Because of this, companies need to be extremely careful in how they communicate. A single bad word can disrupt someone so much that they can no longer contribute to the firm. And that can be devastating for internal morale.
By contrast, a single good word can make all the difference. When a person feels cherished, loved, and supported, it changes the dynamic completely. A worker who once retreated into their shell can become a star employee. Instead of being a drain, their work becomes their strength.
According to Australian communication skills trainer Lindsay Tighe, improving communications within companies is relatively straightforward. It’s often little, yet overlooked, changes that can make all the difference.
One of the most important skills to develop, for instance, is being sympathetic. Everyone experiences negative experiences in life. Therefore, teams need to accommodate team members who are enduring difficult circumstances, no matter how minor they might seem from the outside. Simply recognizing that a member of staff is facing problems is often enough to lighten their load and encourage them to continue contributing to the team.

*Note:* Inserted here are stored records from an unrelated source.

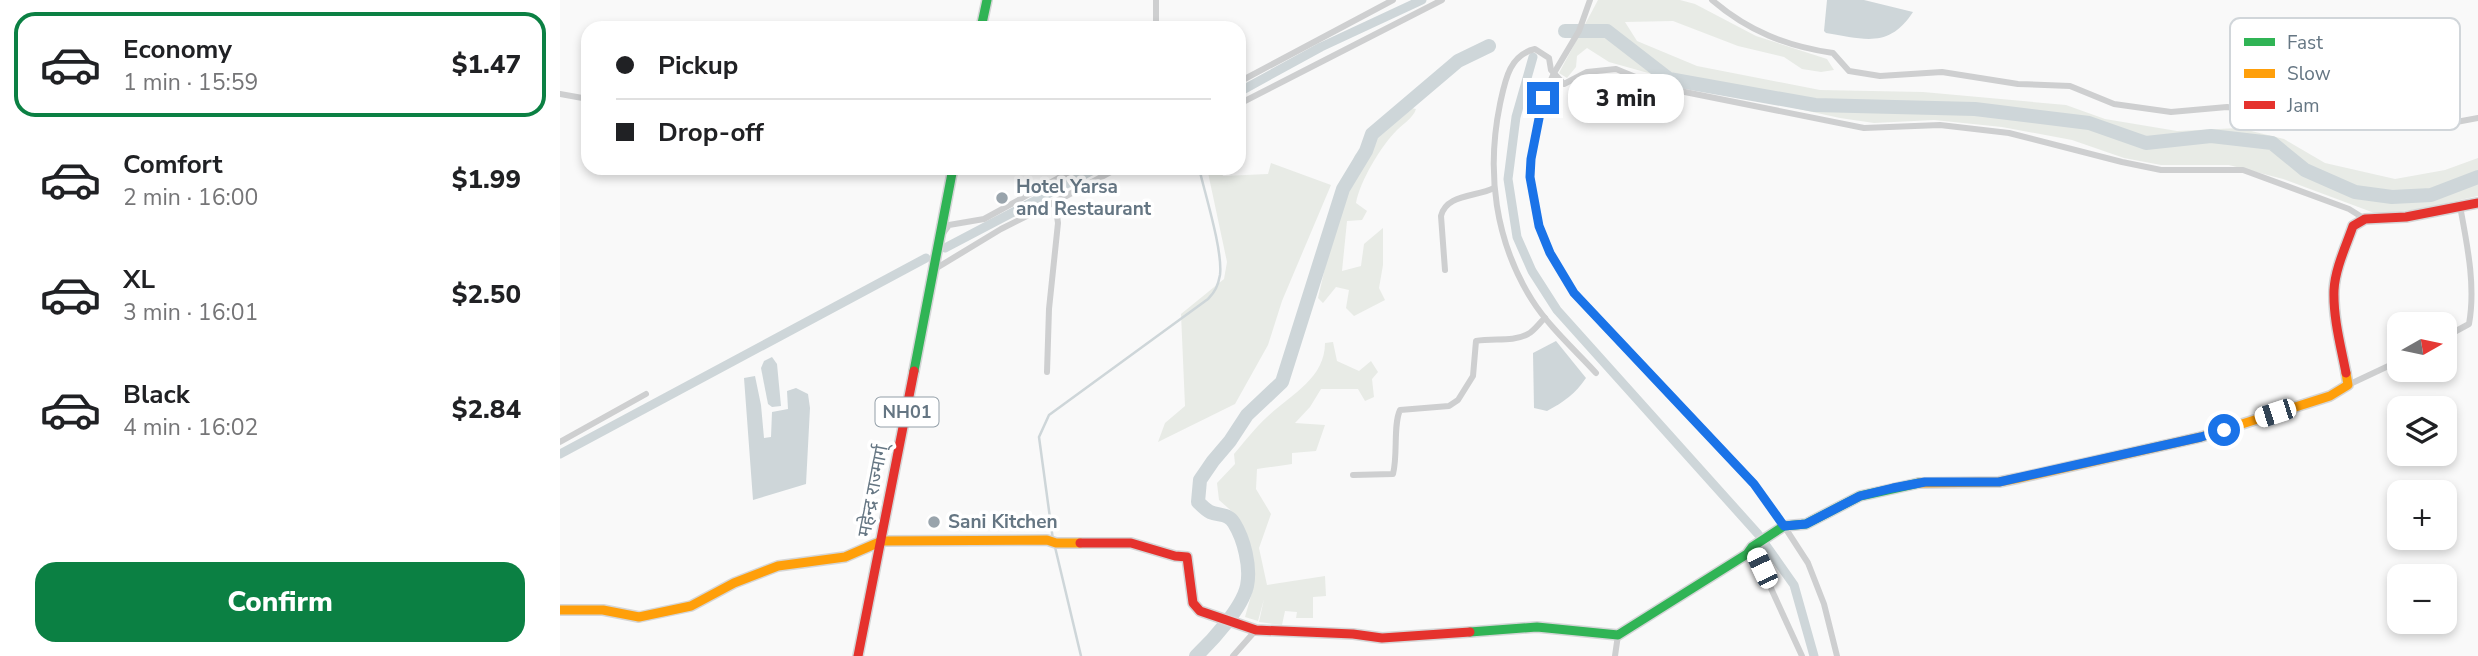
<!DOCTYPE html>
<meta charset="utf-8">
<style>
body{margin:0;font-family:"Nunito Sans","Noto Sans Devanagari",sans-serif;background:#f2f2f2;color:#202124;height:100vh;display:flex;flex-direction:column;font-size:26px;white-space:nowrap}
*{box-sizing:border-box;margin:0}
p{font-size:23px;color:#757577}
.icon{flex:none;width:38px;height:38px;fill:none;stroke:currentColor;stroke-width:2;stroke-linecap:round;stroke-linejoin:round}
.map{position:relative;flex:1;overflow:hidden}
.side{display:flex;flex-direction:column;background:#fff;width:560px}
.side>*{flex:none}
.hud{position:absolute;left:21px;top:21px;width:665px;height:154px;border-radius:21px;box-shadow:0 4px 10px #0003;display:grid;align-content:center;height:154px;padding:0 35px;background:#fff}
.needle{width:46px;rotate:81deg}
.tools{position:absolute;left:1827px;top:312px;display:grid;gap:14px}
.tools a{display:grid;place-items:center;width:70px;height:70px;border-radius:14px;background:#fff;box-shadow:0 4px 10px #0003;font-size:35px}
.end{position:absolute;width:32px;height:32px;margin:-16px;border:9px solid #1a73e8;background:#fff;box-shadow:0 0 0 4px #fff}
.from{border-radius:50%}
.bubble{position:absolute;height:49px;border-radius:21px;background:#fff;box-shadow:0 4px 10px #0003;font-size:23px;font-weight:800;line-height:49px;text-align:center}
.car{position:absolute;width:21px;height:42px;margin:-21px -10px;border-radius:9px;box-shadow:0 0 5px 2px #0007;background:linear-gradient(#fff 24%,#345 0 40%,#fff 0 76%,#345 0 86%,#fff 0)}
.hud b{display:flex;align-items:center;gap:24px;height:66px;font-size:26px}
.hud b+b{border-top:2px solid #e0e0e0}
.hud i{width:18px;height:18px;background:#202124}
ul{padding:12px 0 0;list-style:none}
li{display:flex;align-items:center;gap:21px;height:105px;margin:0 14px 10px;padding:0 21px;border:4px solid transparent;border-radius:21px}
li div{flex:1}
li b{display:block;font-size:26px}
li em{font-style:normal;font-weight:800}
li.on{border-color:#0b8043}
li>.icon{width:63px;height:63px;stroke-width:1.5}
.primary-button{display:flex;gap:14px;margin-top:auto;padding:14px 35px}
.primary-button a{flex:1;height:80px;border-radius:21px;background:#0b8043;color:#fff;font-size:28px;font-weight:800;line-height:80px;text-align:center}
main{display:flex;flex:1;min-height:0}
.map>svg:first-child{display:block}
.green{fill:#e8ebe6}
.water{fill:#ced6d9}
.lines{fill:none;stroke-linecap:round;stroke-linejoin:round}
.stream{stroke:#ced6d9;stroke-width:2.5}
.canal{stroke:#ced6d9;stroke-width:9}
.river{stroke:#ced6d9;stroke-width:14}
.fast-casing{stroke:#d5d6d7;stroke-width:12}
.slow-casing{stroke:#d5d6d7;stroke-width:12}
.jam-casing{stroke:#d5d6d7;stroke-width:12}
.street{stroke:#cecfd0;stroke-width:6}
.fast{stroke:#30b455;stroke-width:9}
.slow{stroke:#ff9f0a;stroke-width:9}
.jam{stroke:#e5322d;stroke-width:9}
.route{stroke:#1a73e8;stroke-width:9}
.poi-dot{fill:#99a4ac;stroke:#fff;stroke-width:2.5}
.labels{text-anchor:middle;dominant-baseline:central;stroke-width:7;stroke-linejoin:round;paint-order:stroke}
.shield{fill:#fff;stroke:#939fa8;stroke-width:2}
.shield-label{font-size:18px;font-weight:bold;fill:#657683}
.poi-label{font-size:19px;font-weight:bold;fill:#657683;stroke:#fff;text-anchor:start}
.street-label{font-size:19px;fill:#657683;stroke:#fff}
.key{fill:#fff;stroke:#d1d6da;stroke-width:2}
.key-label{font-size:19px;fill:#657683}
</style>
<main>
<section class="side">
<ul>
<li class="on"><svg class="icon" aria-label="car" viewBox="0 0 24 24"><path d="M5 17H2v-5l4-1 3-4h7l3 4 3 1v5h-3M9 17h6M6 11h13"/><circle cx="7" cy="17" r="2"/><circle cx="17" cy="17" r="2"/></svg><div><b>Economy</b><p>1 min · 15:59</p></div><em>$1.47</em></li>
<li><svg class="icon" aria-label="car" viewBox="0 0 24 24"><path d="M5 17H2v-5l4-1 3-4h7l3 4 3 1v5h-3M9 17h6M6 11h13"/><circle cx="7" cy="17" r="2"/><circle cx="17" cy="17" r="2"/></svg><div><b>Comfort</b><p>2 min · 16:00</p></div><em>$1.99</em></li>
<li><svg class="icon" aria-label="car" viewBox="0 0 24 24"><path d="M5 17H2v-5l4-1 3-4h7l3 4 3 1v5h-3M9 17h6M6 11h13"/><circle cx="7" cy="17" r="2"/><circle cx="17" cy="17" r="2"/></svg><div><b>XL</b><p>3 min · 16:01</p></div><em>$2.50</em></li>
<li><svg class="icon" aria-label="car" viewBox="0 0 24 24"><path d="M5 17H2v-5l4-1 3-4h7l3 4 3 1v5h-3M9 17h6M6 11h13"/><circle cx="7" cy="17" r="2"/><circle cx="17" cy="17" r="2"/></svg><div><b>Black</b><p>4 min · 16:02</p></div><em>$2.84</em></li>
</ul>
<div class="primary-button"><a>Confirm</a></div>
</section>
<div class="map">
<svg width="1918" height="656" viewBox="0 0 1918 656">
<rect width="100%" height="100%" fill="#f9f9f9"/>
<g class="green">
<polygon points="1038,0 1120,0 1135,4 1196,36 1267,59 1274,70 1261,72 1242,69 1224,57 1178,46 1113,21 1065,22 1077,41 1137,66 1260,90 1363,92 1506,105 1545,119 1617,131 1679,128 1724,139 1765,163 1835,179 1885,170 1918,158 1918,196 1860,209 1817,214 1723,179 1669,165 1601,165 1564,158 1512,140 1442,127 1374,120 1314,123 1280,118 1147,89 1081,71 1049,62 1027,48 1017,56 1016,67 1007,78 999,73"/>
<path d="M846,107l10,2c-3,9 -12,14 -19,21 -16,16 -37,51 -41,73l11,8 -5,9 -15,1 -5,50 19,-5 3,-22 19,-16v37l-4,23 6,12 -31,16 -8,-8 3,-18 -13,-3 -13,16 -5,-5 27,-116 10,-27z"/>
<polygon points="711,163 771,185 722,301 708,345 675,404 598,442 605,423 625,406 621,314 664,279 667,262 647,168 661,168 663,176 708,174"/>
<path d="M773,342l4,19 22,10 12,-10 7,11 -6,7 2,18 -9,4 -7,-12h-37l-11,18 -15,16 30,2 -9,26 -24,2v11l-35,5 -1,20 15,25 -12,34 8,37 58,-9 1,20 -13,1v21h-17l1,-6 -12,-1 -3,14 -23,-3 5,-23 -6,22 -13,-4 8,-28 -2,-39 -15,-35 -17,-15 -2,-17 18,-19 -1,-10c10,-12 21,-26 33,-37 23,-22 58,-38 58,-74z"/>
</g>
<g class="water">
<path d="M1267,0h37l49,12c-24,37 -49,27 -87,21l-2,-2z"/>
<path d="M996,341l30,37c-10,15 -22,24 -39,33l-13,-3 -1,-55z"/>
<polygon points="212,357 217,364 221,406 212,407 208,404 201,368 204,361"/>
<polygon points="195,376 201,405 204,438 211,437 212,412 228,409 227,391 236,388 248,394 250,408 246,484 193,500 184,378"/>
</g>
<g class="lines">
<g class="stream">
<path d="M493,540l-14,-103 10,-22 159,-116c7,-7 10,-13 12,-24 3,-24 -15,-81 -21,-107"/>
<polyline points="495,547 521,656"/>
</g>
<g class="canal">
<polyline points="973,57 956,117 948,179 957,237 972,271 997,310 1198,534 1234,585 1254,656"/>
<polyline points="679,92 761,47 862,0"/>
<polyline points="385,248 537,168"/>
<polyline points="0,454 366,258"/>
</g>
<g class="river">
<polyline points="1005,31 1047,31 1109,79 1255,105 1415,109 1529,123 1586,143 1651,136 1712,143 1745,170 1795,192 1832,197 1871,195 1918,177"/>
<path d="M636,656c17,-16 46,-48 51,-70 4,-19 -3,-47 -13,-63 -6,-10 -15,-7 -24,-11 -4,-2 -9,-7 -12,-10l2,-22 13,-19 17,-20 17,-26 35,-33 61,-193 23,-38 6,-17 86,-73 31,-15"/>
</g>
<defs>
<g id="fast">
<polyline points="421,28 427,0"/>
<polyline points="354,371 393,168"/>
<polyline points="910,632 977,627 1058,635 1187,554 1192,547 1224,526 1246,524 1300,496 1359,483"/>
</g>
<g id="slow">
<polyline points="1359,483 1439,482 1459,478 1641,437 1770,396 1788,385 1786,373"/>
<polyline points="0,610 43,610 79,617 131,606 174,583 218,566 285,557 322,541 487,540 496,543 520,543"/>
</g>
<g id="jam">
<path d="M1786,373c-5,-26 -13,-55 -12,-83 1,-21 12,-44 19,-64l12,-7 41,-2 72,-14"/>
<polyline points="520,543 571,543 615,556 627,557 633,603 640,611 696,630 793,634 822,638 910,632"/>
<polyline points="298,656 354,371"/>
</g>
</defs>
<use href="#fast" class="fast-casing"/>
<use href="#slow" class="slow-casing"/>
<use href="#jam" class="jam-casing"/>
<g class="street">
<polyline points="1030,0 1019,31 994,73 983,98 971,159 970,177 979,226 990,253 1014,294 1194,484 1224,526 1248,563 1264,604 1277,656"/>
<path d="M1152,0c36,31 74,46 121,53l16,18 31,5 62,-4 76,12 52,2 44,18 57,8 56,-5 48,8 89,-1 87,9 27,-5"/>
<polyline points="596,28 596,0"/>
<polyline points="679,82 833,0"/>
<polyline points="0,94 28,99"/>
<polyline points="679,104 882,0"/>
<polyline points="495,202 558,168"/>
<polyline points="384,232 389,225 424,219 517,168"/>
<polyline points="375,269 441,229 495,202 498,223 489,309 487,372"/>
<path d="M885,270l-4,-54c5,-22 35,-19 53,-28"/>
<path d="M1885,337l24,-13c7,-38 -2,-80 -9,-118"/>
<path d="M1036,373c-21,-23 -47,-46 -64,-73 -37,-59 -46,-128 -32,-196 5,-23 9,-49 35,-55l14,9 2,12 13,14 23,-12 29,-3 44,18 204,41 76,-3 69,8 113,29 39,8h82l106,39 16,10"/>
<polyline points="1788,385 1839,361"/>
<polyline points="0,442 86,394"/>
<path d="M793,475l40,-1c5,-19 0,-49 7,-64l49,-4 9,-6 15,-24 3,-35c17,-4 35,2 52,-7 7,-4 11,-11 17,-16"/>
<polyline points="1192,547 1242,656"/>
<polyline points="673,656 696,630"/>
<polyline points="1055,656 1058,635"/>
</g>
<use href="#fast" class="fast"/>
<use href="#slow" class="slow"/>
<use href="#jam" class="jam"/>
</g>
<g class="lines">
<polyline class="route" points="983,98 971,159 970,177 979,226 990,253 1014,293 1194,484 1224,526 1246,524 1300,496 1333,488 1365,482 1439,482 1641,437 1664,430"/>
</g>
<g class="poi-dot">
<circle cx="442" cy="198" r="7"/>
<circle cx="374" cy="522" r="7"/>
</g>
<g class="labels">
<rect class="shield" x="315.5" y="397.5" width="63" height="29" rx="5"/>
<g class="shield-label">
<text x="347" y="412">NH01</text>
</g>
<g class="poi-label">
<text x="456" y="187">Hotel Yarsa<tspan x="456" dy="22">and Restaurant</tspan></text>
<text x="388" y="522">Sani Kitchen</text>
</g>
<g class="street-label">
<text transform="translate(313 491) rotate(-79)">महेन्द्र राज्मार्ग्</text>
</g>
</g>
<rect x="1670" y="18" width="230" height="112" rx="10" class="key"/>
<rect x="1684" y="38" width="31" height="8" fill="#30b455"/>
<rect x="1684" y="69" width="31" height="9" fill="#ff9f0a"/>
<rect x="1684" y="101" width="31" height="8" fill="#e5322d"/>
<g class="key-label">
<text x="1727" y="49">Fast</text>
<text x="1727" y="80">Slow</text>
<text x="1727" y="112">Jam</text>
</g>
</svg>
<div class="tools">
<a><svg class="needle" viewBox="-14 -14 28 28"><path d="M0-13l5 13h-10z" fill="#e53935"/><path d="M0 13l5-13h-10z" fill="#757577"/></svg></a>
<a><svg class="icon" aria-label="layers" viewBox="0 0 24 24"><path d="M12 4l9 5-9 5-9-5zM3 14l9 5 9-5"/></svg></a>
<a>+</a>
<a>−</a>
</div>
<i class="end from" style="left:1664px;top:430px"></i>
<i class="end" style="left:983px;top:98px"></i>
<div class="bubble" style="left:1008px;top:74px;width:116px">3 min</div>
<i class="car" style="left:1715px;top:413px;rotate:252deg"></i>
<i class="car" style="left:1202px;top:568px;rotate:335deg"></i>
<div class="hud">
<b><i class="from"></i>Pickup</b>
<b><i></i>Drop-off</b>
</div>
</div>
</main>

Learning How Your Team Communicates
Learning how your team communicates can also make a tremendous difference. Teams often have varying communication styles, and some aren’t helpful. In many cases, a negative culture can develop which slowly deteriorates over time.
Understanding where things are going wrong is often the first part of the solution. People need to feel comfortable around each other, respected, and part of the group.
Once you have knowledge of how your team communicates, you can begin to make changes. For instance, some people are highly analytical and don’t take personal factors into consideration. Others are functional, or process-driven, and obsessed with detail, not zooming out to see the bigger picture. Some are intuitive, high-level thinkers who might skip the details.
Open Door Policies
Given workplace communication challenges, operating an open-door policy can be exceedingly helpful. When team members feel like they can communicate with senior people at any time, it gives them reassurance and provides valuable pastoral support. Executives don’t have to be counselors, but they should be approachable.
Companies also need to develop a culture of sharing feedback, both top-down, and bottom-up. Surveying employees at regular intervals helps them to let off steam and provide you with actionable recommendations. The more anonymous feedback you can collect, the better. Employees are much more likely to come forward with problems if they are free from worries about how their feedback might affect their careers in the future. This way, companies can continue to learn and grow.